Privacy issues lowers public interest with digital currencies

Francois Villeroy de Galhau, governor of Banque de France and chair of BIS Board of Directors, commented that while CBDC generate significant interest from politicians, governments and the establishment, it has limited appeal to the public.

The European system has been actively pursuing innovative solutions such as the automated market-maker (AMM) to facilitate the automatic exchange of crypto-assets on blockchains using liquidity pools. Through AMM, the central bank aims to test the cross-border exchange of a hypothetical digital Swiss franc, Euro and Singapore dollar CBDC.

CBDC serves as a bridge for tokenised securities and will be distributed through commercial banks to ensure financial stability. De Galhau encouraged widespread participation in the adoption of CBDC. However, the European system is cautious about the expanding boundaries for non-bank providers as this will require regulating both banks and non-banks.

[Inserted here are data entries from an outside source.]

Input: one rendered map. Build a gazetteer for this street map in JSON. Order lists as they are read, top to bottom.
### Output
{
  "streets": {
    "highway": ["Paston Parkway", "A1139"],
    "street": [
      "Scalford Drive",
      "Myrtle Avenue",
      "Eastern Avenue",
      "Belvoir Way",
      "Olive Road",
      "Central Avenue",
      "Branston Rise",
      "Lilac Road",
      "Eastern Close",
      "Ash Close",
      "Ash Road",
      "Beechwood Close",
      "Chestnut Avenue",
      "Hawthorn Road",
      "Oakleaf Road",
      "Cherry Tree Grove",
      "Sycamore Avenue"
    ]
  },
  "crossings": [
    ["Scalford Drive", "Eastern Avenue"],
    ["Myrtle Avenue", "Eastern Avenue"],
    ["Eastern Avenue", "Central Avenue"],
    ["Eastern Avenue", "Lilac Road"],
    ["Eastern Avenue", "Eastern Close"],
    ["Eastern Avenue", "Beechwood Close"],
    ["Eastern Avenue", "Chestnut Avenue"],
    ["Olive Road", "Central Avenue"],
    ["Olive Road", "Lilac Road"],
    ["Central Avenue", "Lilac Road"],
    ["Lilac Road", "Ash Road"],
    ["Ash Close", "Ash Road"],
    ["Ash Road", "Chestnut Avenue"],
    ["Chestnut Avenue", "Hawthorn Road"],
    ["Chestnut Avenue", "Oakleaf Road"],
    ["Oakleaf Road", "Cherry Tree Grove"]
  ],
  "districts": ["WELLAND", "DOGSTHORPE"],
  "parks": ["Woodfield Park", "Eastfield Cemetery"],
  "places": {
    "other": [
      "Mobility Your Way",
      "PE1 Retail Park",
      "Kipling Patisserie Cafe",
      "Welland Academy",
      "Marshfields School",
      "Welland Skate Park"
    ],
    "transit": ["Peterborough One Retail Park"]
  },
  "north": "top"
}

Privacy concerns are the main issues for the public regarding a digital Euro. Lagarde emphasised that the central bank has no interest in an individual’s personal data. Banks act as intermediaries and are responsible for what is legally required in terms of money laundering, terrorism, and new-customer onboarding mandates.

Lagarde also noted that financial technology companies show more interest in digital currencies than central banks.

While CBDC may not offer the same level of privacy as physical cash, efforts are being made to explore options that provide a comparable level of anonymity.